• _EXERCISE REQUIREMENTS_
Lines from the listing below that contain the string "lists" are to be reported.

___ RECORDS FOR THIS EXERCISE

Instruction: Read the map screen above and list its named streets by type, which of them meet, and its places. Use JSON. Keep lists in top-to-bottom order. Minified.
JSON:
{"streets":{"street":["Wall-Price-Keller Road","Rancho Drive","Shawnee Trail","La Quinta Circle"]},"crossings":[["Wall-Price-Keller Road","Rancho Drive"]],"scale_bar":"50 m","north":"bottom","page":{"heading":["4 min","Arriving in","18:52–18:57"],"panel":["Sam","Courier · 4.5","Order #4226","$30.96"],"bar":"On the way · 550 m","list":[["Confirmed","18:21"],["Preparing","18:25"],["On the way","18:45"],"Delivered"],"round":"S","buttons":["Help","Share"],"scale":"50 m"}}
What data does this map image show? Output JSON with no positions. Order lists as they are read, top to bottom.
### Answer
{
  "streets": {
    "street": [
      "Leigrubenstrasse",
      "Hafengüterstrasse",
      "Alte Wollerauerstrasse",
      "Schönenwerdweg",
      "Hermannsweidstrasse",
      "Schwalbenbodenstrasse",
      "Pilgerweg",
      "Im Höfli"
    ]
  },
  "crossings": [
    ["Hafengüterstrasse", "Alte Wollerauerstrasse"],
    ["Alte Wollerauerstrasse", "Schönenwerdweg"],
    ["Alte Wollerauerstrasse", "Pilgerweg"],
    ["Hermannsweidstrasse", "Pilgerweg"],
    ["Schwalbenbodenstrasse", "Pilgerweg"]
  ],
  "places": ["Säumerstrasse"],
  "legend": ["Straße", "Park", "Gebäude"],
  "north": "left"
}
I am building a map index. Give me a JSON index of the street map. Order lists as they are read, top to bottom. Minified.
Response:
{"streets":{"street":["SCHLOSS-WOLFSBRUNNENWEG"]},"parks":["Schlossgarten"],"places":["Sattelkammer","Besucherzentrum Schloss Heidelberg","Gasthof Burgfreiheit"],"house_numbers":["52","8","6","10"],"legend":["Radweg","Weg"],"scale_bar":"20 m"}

______

• _THE COMPLETED TASK_
Instruction: Read the map screen above and list its named streets by type, which of them meet, and its places. Use JSON. Keep lists in top-to-bottom order. Minified.
What data does this map image show? Output JSON with no positions. Order lists as they are read, top to bottom.
I am building a map index. Give me a JSON index of the street map. Order lists as they are read, top to bottom. Minified.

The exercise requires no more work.